The most used auxiliary data we employ (which we already encode as extra bytes) is the emission point to impact point unit vector (e.g. if you back-trace this unit vector from a point, it directs to the spot on the trajectory where the point was emitted). This is basically the same thing as the “point walking vector in the waveform spec). You need this (or some similar geometry metadata) to colorize a LIDAR point.
Lewis
|
|
@lgraham-geocue how do you currently encode this "emission point to impact point unit vector" into extra bytes? I assume you use three different additional attributes, one for each vector component? What data type, scale, and offset are you using? |
|
Just the very simple structure below where “ux” means the unit vector in the x direction, etc. It is in the LAS spatial reference system and LAS units for range.

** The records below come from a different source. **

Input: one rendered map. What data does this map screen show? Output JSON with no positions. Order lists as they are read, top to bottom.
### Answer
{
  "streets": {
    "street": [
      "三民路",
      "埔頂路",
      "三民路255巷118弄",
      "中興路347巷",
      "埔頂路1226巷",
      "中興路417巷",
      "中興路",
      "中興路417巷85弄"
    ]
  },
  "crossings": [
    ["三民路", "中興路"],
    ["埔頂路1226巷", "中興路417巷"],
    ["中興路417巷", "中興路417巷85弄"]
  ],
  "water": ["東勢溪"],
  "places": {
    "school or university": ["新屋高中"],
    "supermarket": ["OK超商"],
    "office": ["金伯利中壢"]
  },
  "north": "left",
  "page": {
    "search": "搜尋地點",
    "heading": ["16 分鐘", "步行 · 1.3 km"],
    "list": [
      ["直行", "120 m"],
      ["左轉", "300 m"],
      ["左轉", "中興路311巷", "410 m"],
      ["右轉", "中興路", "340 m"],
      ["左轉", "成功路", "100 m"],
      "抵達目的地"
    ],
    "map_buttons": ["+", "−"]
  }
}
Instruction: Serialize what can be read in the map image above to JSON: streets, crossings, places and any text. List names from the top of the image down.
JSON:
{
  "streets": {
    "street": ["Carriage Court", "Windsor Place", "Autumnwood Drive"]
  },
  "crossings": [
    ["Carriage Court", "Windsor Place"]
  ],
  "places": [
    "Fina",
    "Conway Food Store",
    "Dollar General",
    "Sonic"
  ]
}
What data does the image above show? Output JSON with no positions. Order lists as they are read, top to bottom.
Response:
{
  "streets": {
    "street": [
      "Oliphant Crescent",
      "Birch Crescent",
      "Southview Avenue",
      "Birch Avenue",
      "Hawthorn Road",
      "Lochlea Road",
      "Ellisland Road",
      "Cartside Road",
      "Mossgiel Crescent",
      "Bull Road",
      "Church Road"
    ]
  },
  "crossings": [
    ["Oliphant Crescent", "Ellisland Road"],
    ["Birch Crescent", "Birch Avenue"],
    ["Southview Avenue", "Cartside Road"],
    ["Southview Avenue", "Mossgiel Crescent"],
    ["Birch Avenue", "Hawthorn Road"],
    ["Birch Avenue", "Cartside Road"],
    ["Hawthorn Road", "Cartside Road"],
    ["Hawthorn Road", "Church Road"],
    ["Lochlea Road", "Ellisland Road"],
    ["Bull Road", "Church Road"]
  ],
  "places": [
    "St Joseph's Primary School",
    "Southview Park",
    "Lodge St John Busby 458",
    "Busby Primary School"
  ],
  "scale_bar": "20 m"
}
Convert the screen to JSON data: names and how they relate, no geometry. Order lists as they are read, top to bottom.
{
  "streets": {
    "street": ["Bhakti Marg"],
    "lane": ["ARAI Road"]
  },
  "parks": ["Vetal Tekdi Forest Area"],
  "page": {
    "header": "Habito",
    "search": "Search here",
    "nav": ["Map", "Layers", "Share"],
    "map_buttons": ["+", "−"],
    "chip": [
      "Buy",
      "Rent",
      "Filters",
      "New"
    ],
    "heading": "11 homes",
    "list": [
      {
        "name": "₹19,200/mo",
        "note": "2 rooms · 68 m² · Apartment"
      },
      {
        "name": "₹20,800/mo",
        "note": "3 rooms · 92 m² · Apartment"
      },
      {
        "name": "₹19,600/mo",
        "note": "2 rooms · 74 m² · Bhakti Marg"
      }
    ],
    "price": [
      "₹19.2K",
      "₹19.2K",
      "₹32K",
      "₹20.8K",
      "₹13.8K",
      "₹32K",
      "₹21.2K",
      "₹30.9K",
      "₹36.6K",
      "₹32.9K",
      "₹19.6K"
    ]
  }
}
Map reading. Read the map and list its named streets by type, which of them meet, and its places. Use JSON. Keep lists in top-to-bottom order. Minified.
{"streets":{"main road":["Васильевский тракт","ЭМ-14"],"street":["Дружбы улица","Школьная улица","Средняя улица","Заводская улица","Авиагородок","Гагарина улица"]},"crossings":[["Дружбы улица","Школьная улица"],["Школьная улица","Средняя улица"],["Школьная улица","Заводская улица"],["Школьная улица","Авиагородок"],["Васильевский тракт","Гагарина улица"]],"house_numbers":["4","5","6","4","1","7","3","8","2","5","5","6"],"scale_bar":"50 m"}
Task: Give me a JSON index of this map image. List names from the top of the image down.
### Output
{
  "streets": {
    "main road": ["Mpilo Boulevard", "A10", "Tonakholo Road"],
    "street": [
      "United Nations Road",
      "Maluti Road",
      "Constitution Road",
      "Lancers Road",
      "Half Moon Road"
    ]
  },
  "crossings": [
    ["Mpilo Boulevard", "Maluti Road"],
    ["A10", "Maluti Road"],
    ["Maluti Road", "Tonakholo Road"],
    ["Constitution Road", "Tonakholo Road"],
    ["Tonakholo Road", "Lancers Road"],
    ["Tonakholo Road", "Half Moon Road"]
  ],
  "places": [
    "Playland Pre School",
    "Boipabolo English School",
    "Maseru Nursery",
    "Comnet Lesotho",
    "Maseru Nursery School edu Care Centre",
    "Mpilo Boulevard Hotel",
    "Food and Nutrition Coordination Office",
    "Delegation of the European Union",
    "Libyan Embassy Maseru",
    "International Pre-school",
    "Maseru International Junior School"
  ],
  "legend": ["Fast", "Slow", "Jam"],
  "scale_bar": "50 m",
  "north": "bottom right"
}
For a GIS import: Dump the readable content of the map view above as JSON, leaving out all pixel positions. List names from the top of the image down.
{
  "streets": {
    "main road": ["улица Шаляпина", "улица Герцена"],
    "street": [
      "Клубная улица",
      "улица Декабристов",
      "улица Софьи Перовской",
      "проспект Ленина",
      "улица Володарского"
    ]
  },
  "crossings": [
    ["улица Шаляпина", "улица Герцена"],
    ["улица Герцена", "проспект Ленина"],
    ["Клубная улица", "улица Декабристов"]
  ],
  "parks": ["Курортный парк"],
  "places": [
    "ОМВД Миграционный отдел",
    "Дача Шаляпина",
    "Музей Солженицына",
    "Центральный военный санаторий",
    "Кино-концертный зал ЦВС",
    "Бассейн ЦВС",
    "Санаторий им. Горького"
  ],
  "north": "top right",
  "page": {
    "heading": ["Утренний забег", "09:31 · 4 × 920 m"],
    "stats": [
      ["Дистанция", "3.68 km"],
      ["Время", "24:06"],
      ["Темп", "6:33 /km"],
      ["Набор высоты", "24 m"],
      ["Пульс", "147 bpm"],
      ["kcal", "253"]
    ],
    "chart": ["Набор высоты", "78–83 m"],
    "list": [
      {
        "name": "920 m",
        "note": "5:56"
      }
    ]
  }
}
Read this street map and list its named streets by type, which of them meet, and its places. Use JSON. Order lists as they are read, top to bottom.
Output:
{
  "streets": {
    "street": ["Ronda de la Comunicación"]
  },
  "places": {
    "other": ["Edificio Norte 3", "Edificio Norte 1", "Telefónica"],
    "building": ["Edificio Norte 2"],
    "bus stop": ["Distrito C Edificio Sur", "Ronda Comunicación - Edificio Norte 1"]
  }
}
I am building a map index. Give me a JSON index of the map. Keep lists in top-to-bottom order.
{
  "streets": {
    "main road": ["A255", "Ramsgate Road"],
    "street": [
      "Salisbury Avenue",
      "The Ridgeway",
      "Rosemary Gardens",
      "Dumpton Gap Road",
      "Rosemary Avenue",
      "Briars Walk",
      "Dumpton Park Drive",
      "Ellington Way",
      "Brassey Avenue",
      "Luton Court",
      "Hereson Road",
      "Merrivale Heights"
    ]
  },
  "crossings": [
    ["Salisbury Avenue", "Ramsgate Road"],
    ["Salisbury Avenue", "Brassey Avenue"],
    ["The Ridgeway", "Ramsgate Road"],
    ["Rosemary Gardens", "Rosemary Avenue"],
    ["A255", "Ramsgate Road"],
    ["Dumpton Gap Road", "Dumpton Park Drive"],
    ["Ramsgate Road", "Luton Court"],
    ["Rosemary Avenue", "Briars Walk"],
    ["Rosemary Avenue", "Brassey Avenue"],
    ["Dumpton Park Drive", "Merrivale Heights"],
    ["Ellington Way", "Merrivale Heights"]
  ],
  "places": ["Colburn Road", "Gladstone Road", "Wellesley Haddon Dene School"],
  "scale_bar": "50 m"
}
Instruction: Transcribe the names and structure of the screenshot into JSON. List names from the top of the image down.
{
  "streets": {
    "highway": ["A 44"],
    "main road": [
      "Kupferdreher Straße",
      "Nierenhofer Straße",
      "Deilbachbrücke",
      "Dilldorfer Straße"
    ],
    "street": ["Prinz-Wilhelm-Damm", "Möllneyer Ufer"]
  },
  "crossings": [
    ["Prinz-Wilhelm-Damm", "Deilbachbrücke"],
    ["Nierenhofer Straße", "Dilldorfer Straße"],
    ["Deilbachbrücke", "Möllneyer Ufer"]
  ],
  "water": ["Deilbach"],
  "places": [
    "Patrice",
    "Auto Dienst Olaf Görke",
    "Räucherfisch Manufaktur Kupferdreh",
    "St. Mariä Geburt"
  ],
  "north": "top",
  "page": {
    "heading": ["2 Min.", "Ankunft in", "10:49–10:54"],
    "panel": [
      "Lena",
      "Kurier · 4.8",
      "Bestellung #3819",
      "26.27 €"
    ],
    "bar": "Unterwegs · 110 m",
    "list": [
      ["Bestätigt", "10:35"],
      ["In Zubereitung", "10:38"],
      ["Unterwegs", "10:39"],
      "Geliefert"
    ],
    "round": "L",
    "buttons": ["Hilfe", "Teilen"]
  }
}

float range; // extra bytes - distance to point
float ux; // extra bytes unit vec x
float uy; // extra bytes unit vec y
float uz; // extra bytes unit vec z
|
|
@lgraham-geocue that is exactly what I was afraid of. (-: You are hereby excused from designing the storage details for standardization of "additional attributes" via extra bytes ... (-; But seriously. For all near-nadir shots the ux and uy components will be close to zero and lead to very inefficient (aka over-precise) storage. We had this discussion before. It originally started when a fully flexible 2.0 version of the LAS specification was first proposed. It (fortunately) has died. This was about storing xyz in floating-point but the same argument holds for the three components of a unit vector. If we need to store unit vectors it may be worthwhile using a concise coding such as [Deering 1995]. The full discussion against floating-point is still available here and a screen shot of the opening argument is attached: |
|
I'll just take this opportunity to also mention that putting range before
the x,y,z should "trigger" any data storage designer. LAS has had some
extremely unfortunate "design" in the past leading to every implementation
having to read piece-by-piece and move around due to misaligning the
structures, and even more pain writing, so moving forward it would be good
to engage in practices that allow storage in a machine read/writable format
without needing to move things around - in this case if it were to remain
as 4 floats having range come after the normal (in the w component) would
make a lot more sense than range in x, x in y, etc etc. But separate to
that I agree with Martin that storing a unit vector in 3 floats is
excessive.
Regards
Dave Pevreal
…On Fri, Jan 24, 2020 at 10:05 AM Martin Isenburg ***@***.***> wrote:
@lgraham-geocue <https://github.com/lgraham-geocue> that is exactly what
I was afraid of. (-: You are hereby excused from designing the storage
details for standardization of "additional attributes" via standard bytes
... (-;
But seriously. For all near-nadir shots the ux and uy components will be
close to zero and lead to very inefficient (aka over-precise) storage. We
had this discussion before. It originally started when a fully flexible 2.0
version of the LAS specification was first proposed. It (fortunately) has
died. This was about storing xyz in floating-point but the same argument
holds for the three components of a unit vector. If we need to store unit
vectors it may be worthwhile using a concise coding such as [Deering 1995].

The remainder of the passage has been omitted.